The Office of the Comptroller of the Currency said it would "consider favorably" requests for transition periods before banks must comply with the so-called "swaps push-out" rule.
Under the rule, included as part of the 2010 Dodd-Frank financial oversight law, banks that receive deposit insurance and other government backstops have to set up separate arms to trade certain swaps.
Supporters hoped this would separate the parts of banks that are federally guaranteed from their more risky activities.
But the rule, which was tucked into the law by then-Senator Blanche Lincoln, was widely opposed by the financial services industry. Critics said it would limit the ability of banks to hedge risk and could be expensive.
The OCC said it would allow banks to request extra time to comply because U.S. regulators are still hashing out the details of a number of derivatives rules required by Dodd-Frank.
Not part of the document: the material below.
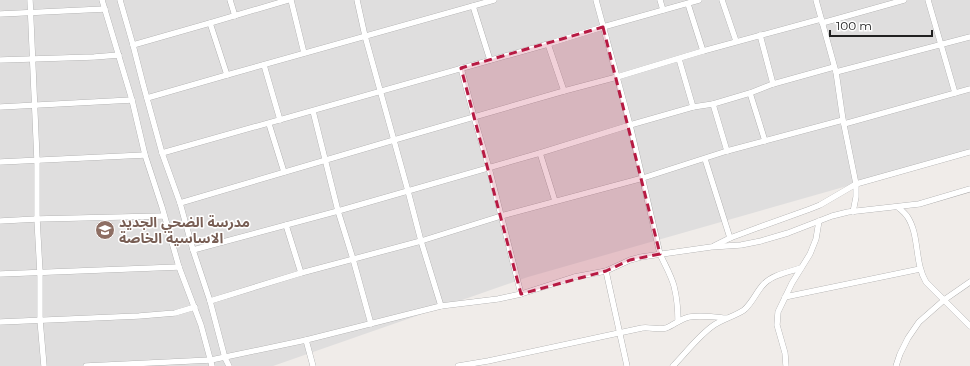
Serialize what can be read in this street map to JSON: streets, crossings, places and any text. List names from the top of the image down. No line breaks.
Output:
{"places":{"school or university":["مدرسة الضحي الجديد الاساسية الخاصة"]},"scale_bar":"100 m"}
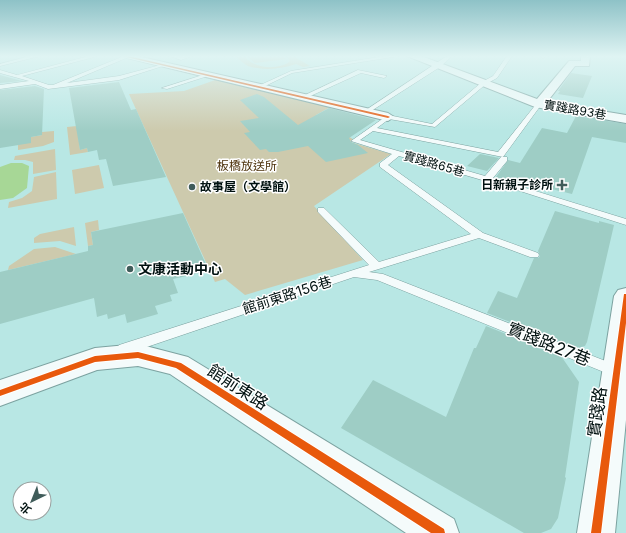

Swap dealers had to register with the Commodity Futures Trading Commission this week and regulators are setting tougher standards for data reporting and other activities.
Transition periods would prevent service disruptions for clients and limit credit risks, the OCC said.
The OCC said banks can request a transition period of up to two years from the rule's effective date of July 16, 2013. Firms would need to spell out a plan for complying with the push-out rule and explain how a transition period would help protect mortgage lending, small business lending and other activities.
Officials could decide to give banks an additional year on top of that after consulting with the CFTC and the Securities and Exchange Commission, which oversee some swap dealers, the OCC said.